Key Responsibilities:
- Experience in observability and monitoring initiatives as a DevOps Engineer
- Experience with container orchestration to deploy and manage highly available Kubernetes clusters (AKS, GKE, or on-prem) using GitHub Actions
- Develop and maintain Helm charts for application deployments, ensuring versioning, templating, and dependency management
- Experience in automating, managing, and monitoring cloud-native infrastructure and deployments
- Implement GitOps workflows for declarative infrastructure and application deployments
- Optimize multi-cloud networking (VPC, CNI plugins, service meshes like Istio) for performance and security
- Build, configure, and manage observability tools (Grafana, Prometheus, Mimir, Loki, Tempo, etc.) and experience building observability dashboards with custom PromQL queries for Kubernetes and microservices
- Implement distributed tracing (OpenTelemetry, Jaeger, Tempo) and log aggregation (Loki, Vector)

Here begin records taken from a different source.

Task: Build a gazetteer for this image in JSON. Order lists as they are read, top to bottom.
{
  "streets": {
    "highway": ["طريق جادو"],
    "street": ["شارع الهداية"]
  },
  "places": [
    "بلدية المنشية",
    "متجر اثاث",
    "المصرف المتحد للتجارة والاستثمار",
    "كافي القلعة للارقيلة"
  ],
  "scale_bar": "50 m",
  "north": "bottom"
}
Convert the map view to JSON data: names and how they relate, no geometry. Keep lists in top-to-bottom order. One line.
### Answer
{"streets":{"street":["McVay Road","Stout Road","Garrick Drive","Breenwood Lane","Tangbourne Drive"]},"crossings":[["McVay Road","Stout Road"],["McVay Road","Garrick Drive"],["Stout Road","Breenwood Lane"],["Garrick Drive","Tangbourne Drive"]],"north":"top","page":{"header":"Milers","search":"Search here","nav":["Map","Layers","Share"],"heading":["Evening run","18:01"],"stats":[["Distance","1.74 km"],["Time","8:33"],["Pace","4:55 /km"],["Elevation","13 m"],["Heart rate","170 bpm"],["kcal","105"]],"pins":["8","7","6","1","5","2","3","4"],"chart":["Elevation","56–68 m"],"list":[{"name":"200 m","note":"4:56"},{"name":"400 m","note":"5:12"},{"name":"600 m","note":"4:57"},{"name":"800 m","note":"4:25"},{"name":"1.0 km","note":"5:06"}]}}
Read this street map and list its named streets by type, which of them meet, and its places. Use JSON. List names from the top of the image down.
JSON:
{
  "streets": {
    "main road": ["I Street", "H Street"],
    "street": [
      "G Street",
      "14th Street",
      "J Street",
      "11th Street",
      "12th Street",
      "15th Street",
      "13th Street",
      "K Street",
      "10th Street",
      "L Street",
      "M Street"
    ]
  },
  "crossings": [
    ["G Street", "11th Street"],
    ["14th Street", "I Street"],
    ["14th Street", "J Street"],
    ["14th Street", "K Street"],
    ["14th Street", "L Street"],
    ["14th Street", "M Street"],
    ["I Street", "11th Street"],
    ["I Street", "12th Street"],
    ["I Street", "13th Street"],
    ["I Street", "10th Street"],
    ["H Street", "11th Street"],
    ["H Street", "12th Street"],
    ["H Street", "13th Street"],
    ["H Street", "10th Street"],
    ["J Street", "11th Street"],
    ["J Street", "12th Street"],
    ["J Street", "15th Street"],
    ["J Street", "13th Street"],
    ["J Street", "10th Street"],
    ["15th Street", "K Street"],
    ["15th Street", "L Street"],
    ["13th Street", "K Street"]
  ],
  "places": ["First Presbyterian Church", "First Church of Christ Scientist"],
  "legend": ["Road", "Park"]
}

- Define SLOs and SLIs, automate incident response (ServiceNow), and conduct blameless postmortems
- Design and maintain scalable CI/CD pipelines using GitHub Actions and Jenkins with infrastructure as code (IaC)
- Automate provisioning, scaling, and self-healing of cloud resources
- Enforce DevSecOps practices (SAST/DAST, secret management with Vault, SOPS, or Azure/GCP)
- Optimize Kubernetes resource usage (HPA, VPA) and cloud cost efficiency (FinOps principles)
- Troubleshoot cluster performance, networking bottlenecks, and storage (CSI drivers, Rook/Ceph)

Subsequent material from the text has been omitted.